*INSTRUCTIONS TO FOLLOW:*
Copy out, from the entries below, each line that holds the string "column".

-*-*-

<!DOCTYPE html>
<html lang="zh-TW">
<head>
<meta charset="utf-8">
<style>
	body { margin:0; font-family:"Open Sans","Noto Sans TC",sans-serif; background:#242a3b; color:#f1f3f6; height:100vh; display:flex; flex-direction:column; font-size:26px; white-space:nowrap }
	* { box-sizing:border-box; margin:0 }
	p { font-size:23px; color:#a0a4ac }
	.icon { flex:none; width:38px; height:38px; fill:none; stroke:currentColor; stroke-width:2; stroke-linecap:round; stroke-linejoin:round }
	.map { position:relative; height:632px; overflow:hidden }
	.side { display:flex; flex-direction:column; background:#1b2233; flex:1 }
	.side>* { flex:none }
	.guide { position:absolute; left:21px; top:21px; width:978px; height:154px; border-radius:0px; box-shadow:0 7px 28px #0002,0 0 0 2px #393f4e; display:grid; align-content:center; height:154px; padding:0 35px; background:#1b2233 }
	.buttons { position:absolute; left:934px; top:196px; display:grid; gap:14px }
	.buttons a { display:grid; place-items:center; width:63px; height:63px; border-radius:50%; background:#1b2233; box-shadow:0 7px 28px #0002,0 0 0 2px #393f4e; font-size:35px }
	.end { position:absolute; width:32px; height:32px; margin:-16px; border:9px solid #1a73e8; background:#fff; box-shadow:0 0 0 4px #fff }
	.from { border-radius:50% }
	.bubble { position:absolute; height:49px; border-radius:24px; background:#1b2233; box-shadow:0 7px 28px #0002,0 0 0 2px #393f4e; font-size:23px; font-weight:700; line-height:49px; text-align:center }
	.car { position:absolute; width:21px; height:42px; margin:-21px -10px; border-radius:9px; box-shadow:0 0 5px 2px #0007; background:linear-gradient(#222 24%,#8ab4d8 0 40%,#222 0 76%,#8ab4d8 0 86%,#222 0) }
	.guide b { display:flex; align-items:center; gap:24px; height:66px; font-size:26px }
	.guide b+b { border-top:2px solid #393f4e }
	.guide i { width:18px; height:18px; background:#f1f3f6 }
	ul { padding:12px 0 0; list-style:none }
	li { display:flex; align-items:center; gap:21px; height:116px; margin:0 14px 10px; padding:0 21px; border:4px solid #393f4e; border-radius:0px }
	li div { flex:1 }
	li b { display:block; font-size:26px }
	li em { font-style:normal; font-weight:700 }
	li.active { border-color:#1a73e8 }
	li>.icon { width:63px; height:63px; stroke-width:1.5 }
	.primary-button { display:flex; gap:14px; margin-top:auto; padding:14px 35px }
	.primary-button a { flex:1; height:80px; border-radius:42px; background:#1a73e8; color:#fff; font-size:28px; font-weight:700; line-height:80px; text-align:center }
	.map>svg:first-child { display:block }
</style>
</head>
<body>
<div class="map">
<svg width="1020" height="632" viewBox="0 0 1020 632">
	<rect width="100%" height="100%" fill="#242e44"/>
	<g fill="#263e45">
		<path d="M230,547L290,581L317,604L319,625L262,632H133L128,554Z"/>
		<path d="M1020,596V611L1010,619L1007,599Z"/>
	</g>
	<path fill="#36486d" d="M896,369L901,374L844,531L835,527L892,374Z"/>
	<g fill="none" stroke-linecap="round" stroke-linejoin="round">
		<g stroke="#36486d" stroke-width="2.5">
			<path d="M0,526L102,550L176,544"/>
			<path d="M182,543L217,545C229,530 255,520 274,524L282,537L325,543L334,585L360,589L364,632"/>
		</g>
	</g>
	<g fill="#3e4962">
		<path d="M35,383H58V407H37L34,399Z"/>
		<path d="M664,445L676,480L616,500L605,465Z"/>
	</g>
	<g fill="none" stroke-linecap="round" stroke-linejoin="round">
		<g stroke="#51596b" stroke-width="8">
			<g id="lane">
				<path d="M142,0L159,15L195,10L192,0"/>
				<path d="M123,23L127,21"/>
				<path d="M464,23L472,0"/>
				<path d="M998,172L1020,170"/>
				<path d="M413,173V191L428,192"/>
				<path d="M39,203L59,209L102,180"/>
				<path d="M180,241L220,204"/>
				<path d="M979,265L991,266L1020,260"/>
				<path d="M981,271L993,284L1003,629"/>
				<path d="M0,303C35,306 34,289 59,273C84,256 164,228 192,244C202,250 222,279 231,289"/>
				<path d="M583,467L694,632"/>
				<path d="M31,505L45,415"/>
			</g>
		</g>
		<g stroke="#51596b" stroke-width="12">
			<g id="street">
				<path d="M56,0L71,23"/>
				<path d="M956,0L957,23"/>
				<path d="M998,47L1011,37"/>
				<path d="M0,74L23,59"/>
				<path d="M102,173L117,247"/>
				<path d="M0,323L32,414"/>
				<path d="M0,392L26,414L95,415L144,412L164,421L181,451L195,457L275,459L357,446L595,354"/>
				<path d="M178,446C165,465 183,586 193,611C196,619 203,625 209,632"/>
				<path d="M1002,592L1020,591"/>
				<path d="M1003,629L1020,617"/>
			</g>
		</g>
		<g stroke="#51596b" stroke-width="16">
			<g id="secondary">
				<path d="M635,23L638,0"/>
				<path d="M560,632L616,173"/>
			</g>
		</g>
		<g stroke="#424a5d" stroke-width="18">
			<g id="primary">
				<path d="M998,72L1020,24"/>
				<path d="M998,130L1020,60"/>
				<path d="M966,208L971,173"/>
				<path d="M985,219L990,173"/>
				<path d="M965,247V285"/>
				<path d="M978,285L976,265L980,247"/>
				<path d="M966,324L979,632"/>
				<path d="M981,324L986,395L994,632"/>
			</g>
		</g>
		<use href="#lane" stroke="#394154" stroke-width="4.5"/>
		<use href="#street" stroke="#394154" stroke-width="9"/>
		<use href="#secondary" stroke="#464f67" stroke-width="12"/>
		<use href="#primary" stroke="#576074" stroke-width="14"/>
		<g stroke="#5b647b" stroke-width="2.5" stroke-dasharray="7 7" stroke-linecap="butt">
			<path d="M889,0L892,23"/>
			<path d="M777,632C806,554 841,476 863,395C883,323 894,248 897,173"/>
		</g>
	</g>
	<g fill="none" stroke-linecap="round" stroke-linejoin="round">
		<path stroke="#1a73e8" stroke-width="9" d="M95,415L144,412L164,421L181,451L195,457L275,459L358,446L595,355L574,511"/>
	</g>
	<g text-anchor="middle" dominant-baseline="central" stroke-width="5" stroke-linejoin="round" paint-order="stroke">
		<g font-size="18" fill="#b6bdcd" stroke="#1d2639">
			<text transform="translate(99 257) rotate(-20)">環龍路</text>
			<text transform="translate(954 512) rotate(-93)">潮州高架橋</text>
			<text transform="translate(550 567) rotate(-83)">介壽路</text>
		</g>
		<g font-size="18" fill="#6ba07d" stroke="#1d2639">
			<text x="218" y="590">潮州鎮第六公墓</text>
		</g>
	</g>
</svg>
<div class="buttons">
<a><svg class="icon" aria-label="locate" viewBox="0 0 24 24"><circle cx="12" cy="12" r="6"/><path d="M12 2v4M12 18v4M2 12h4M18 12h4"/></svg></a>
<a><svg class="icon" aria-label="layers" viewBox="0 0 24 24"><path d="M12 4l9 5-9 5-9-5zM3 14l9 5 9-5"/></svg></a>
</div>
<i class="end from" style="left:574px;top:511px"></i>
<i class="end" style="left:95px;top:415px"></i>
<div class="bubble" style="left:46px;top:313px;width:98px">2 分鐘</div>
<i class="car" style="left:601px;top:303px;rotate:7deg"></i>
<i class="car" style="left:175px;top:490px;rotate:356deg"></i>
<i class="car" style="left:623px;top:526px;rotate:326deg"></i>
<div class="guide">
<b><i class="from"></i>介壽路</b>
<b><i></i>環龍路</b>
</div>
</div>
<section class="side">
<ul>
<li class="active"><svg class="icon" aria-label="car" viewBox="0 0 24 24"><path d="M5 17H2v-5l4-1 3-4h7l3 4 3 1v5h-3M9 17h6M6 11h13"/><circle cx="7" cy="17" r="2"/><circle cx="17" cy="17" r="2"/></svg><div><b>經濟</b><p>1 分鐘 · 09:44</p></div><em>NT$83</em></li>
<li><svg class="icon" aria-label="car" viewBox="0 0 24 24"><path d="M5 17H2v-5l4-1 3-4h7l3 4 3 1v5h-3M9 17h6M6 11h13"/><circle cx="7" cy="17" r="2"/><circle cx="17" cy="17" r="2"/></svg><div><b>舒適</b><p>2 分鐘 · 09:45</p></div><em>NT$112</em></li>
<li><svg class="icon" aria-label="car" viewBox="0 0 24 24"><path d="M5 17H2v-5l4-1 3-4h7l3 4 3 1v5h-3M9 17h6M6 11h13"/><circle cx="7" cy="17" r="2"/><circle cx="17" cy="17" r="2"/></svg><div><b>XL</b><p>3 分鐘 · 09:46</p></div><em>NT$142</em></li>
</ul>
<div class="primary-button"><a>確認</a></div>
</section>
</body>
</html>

-*-*-

*TASK SOLUTION:*
	body { margin:0; font-family:"Open Sans","Noto Sans TC",sans-serif; background:#242a3b; color:#f1f3f6; height:100vh; display:flex; flex-direction:column; font-size:26px; white-space:nowrap }
	.side { display:flex; flex-direction:column; background:#1b2233; flex:1 }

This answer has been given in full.